You’ve probably heard it on Christian television before. An evangelist opens his Bible, reads a Scripture and then suggests that you send an odd amount of money to keep your favorite program on the air for another month.
He begs. He pleads. He cries. And then he tells you that if you hurry and give right now, “while God is stirring the waters,” the Holy Spirit will reward you in an extra-special way.
I’ve heard different amounts suggested—such as $64.11, or $72.14, or $53.24, to correlate with some obscure Old Testament Scripture reference. The implication is that if you write a check for this magical amount, God will release some kind of special blessing on you, such as the salvation of loved ones or the quick sale of a house.
To the untrained ear this may sound like a formula for blessing. Actually it is more akin to superstition—or worse, witchcraft. It’s not even remotely biblical, but those of us in the charismatic movement are so used to tolerating such shenanigans that we think this is standard procedure for fundraising.

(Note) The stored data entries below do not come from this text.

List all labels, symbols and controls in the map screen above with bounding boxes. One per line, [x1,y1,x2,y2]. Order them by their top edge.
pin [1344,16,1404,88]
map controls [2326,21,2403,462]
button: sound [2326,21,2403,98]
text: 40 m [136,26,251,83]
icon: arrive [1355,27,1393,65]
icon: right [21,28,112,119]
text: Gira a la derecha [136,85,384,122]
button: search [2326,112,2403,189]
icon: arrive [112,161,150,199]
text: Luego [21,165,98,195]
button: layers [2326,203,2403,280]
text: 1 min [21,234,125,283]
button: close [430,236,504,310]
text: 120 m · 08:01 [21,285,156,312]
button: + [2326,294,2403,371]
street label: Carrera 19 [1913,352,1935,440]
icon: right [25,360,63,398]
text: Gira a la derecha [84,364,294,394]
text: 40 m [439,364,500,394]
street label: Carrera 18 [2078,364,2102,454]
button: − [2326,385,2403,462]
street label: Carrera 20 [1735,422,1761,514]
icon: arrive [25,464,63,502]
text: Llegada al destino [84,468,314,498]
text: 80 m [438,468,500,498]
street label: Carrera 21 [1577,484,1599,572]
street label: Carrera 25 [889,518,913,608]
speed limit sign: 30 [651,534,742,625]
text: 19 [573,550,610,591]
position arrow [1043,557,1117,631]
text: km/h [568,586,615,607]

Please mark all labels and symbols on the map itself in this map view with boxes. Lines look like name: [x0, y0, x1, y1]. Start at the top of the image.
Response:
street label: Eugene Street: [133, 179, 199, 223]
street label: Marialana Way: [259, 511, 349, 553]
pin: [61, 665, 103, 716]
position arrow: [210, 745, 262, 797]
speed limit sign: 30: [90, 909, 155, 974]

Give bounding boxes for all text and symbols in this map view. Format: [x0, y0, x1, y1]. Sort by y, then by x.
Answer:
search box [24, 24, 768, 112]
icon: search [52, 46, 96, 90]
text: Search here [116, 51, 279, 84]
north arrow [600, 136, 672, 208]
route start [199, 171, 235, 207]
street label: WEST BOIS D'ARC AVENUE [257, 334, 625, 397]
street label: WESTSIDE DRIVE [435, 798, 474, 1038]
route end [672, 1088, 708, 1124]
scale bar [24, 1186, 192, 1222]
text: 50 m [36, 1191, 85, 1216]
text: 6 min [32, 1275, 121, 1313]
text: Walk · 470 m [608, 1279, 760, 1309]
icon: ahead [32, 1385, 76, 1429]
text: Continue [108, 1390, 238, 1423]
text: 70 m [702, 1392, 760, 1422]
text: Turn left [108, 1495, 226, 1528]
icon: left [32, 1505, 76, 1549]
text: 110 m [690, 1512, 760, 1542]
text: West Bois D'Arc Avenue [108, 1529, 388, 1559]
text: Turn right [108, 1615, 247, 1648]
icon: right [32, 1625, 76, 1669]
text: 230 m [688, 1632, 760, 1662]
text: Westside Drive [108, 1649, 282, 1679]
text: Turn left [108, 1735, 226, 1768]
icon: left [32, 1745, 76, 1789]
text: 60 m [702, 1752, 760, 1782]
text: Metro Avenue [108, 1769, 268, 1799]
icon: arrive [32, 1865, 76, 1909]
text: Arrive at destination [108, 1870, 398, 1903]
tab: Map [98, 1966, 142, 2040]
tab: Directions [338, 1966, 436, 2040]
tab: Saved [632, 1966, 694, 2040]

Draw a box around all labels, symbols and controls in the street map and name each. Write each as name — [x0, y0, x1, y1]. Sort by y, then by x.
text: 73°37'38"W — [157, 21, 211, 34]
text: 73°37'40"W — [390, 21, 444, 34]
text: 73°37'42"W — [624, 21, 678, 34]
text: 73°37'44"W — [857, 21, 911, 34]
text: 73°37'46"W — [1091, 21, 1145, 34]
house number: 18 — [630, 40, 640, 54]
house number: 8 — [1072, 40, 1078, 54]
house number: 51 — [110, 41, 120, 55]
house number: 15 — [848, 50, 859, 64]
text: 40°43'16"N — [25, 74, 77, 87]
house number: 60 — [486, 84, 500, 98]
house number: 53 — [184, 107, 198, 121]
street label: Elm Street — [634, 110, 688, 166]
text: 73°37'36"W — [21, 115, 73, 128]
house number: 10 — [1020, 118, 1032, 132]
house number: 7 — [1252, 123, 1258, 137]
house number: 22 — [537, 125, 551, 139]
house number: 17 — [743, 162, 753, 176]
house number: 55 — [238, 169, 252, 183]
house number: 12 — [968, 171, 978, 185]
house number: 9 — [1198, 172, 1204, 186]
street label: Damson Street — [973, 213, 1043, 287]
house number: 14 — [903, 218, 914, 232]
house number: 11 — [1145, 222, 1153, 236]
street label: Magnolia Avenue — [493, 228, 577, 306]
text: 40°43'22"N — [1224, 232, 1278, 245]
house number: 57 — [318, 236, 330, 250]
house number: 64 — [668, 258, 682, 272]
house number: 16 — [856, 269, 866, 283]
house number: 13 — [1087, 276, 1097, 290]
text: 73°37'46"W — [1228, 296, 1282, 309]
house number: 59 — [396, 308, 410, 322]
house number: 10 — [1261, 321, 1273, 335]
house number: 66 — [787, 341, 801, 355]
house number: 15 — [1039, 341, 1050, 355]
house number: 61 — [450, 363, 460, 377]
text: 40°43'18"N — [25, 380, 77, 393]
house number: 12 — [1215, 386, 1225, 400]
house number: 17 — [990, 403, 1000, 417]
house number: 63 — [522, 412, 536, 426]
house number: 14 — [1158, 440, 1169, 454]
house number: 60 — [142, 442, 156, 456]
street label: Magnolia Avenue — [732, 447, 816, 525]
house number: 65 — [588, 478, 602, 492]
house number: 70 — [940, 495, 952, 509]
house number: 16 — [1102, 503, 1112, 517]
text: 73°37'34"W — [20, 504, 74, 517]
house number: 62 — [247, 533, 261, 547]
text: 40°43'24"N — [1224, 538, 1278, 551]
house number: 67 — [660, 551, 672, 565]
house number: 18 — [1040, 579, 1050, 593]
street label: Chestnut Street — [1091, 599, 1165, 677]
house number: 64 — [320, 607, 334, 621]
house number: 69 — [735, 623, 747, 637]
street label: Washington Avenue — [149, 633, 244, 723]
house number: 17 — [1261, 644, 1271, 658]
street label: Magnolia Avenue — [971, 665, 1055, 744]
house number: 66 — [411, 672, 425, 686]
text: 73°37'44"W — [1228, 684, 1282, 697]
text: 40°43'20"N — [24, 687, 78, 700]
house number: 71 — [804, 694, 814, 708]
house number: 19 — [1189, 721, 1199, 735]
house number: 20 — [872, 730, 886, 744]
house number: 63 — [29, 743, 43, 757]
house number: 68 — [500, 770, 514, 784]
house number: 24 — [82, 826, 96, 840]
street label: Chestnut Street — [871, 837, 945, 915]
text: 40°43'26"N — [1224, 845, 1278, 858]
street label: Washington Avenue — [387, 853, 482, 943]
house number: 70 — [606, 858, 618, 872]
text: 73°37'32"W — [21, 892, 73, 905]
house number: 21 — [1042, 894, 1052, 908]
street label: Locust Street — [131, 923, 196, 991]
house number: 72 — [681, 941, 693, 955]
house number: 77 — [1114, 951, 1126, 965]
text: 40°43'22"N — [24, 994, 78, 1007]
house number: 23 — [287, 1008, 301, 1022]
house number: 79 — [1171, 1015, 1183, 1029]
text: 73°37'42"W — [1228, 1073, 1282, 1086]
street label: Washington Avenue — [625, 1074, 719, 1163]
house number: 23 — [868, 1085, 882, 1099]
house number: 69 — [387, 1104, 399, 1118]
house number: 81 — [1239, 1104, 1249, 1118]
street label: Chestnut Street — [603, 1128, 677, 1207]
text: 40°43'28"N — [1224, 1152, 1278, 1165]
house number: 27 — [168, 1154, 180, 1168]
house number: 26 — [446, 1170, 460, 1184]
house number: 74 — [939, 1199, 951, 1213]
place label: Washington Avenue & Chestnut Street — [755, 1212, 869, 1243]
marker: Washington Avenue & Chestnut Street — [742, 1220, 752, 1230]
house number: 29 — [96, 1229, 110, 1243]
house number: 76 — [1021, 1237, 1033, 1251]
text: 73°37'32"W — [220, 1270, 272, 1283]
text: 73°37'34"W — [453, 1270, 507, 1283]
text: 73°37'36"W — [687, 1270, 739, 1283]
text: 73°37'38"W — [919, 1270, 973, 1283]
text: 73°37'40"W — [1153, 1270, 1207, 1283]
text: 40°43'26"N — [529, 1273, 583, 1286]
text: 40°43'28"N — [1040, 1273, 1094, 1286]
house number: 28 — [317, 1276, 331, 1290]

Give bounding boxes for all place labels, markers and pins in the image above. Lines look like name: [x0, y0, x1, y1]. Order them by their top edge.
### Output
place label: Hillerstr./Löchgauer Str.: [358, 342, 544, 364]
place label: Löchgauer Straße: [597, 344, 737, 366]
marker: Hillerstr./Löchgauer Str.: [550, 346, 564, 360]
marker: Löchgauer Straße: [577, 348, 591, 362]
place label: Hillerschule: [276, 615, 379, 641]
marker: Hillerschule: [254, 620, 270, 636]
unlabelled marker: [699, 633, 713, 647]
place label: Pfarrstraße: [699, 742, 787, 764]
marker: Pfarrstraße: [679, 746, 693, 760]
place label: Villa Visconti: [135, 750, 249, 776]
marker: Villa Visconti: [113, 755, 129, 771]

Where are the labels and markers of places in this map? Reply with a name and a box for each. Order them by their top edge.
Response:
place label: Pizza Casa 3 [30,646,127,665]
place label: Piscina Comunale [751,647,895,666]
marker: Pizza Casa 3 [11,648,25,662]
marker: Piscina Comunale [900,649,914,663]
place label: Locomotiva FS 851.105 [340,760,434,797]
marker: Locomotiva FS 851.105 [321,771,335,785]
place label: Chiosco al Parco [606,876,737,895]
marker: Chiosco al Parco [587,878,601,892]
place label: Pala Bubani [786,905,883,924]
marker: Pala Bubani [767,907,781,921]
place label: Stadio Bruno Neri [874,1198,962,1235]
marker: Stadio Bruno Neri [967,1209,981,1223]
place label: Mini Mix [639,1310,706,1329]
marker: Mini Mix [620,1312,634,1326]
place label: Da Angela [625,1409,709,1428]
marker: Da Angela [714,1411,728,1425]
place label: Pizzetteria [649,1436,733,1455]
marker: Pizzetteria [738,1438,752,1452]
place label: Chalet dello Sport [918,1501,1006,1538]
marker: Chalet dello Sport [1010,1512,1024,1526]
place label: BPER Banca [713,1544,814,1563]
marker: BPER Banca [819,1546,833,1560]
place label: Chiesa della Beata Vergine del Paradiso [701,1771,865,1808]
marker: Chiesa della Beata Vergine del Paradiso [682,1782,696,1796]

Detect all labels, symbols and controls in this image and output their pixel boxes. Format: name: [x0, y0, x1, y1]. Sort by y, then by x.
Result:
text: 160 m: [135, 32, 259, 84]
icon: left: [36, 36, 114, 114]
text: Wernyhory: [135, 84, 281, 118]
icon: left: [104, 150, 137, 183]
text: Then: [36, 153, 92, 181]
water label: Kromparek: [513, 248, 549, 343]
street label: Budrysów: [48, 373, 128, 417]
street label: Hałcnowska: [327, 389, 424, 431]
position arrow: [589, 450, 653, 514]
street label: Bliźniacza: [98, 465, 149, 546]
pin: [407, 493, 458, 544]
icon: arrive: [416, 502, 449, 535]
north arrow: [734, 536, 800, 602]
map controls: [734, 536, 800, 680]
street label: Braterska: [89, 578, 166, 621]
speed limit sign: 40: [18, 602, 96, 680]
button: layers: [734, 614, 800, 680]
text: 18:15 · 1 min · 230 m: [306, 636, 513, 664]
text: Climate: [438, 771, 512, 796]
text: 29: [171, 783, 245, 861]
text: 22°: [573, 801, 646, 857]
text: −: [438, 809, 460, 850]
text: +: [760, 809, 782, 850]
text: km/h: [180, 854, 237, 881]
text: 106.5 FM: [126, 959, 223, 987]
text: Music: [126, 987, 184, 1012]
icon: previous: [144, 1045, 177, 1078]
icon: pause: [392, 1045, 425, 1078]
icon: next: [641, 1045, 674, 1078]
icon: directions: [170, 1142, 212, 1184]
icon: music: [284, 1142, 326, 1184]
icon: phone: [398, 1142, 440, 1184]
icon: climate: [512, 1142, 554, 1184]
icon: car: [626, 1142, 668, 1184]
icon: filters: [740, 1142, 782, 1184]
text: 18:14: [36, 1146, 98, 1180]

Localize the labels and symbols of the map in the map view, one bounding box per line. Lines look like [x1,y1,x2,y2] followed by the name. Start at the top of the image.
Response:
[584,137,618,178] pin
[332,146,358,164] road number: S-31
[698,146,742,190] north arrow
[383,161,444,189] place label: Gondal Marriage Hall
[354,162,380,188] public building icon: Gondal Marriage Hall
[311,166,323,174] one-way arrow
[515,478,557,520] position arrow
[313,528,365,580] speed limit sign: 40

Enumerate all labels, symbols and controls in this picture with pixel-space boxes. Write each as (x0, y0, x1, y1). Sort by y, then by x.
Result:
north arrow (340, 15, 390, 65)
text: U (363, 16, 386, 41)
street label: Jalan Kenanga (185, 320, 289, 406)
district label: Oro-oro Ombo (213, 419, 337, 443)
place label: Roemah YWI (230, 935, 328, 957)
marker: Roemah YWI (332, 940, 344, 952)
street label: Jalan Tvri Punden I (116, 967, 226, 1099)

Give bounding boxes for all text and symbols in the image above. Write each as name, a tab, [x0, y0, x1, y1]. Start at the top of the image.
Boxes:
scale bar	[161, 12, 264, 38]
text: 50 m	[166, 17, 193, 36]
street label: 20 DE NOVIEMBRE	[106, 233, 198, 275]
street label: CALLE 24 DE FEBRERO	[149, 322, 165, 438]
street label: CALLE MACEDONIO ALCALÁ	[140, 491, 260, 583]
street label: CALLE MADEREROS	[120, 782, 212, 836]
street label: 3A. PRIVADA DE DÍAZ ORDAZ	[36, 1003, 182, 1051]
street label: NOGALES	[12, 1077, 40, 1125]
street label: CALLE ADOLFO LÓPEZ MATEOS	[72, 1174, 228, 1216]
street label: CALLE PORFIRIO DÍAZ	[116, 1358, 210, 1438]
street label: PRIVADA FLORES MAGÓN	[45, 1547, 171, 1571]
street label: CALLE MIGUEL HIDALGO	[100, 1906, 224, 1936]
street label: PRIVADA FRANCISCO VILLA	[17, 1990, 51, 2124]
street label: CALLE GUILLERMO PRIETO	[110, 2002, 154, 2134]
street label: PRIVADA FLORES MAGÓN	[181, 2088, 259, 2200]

Some ministers who raise money for Christian television stations have succumbed to the infamous “debt reduction” tactic. It goes like this: “God says that if you will give a $1,000 sacrificial offering right now (God always seems to be in crisis mode in these situations), you will supernaturally get out of debt! The miracle anointing is here! You can release it by writing that check! And we take credit cards, too!”
Talk about voodoo economics. This kind of manipulation is actually against the law in Canada. The U.S. government allows American evangelists to get away with it, but that doesn’t mean it’s right. It is a spiritualized form of arm-twisting.